» **TASK PROMPT**: Among the entries that follow, find the lines containing the string "streets" and copy them.

[Saved entries]
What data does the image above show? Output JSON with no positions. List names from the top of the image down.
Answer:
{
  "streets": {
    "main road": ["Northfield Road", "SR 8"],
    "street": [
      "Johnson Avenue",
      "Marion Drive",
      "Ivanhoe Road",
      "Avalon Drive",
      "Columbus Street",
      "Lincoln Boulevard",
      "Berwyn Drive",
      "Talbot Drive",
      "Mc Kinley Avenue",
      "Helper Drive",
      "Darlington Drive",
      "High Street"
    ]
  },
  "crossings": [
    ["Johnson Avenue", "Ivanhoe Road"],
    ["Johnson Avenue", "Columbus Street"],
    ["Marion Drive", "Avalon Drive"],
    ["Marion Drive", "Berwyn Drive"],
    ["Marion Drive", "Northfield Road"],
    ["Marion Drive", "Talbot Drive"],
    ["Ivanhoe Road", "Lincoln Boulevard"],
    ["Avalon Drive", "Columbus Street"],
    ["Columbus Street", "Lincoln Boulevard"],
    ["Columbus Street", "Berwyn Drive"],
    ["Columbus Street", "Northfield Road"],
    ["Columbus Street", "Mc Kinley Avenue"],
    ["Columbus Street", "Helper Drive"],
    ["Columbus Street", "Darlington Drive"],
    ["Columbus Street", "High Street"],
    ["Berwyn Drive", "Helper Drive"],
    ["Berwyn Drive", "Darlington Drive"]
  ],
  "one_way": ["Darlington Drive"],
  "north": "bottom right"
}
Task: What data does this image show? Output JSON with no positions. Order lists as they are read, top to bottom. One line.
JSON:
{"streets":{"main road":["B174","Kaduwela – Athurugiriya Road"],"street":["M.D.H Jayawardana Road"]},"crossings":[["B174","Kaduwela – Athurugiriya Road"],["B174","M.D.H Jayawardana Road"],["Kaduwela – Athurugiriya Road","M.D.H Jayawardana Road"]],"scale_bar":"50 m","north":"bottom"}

» **THE COMPLETED TASK**:
  "streets": {
{"streets":{"main road":["B174","Kaduwela – Athurugiriya Road"],"street":["M.D.H Jayawardana Road"]},"crossings":[["B174","Kaduwela – Athurugiriya Road"],["B174","M.D.H Jayawardana Road"],["Kaduwela – Athurugiriya Road","M.D.H Jayawardana Road"]],"scale_bar":"50 m","north":"bottom"}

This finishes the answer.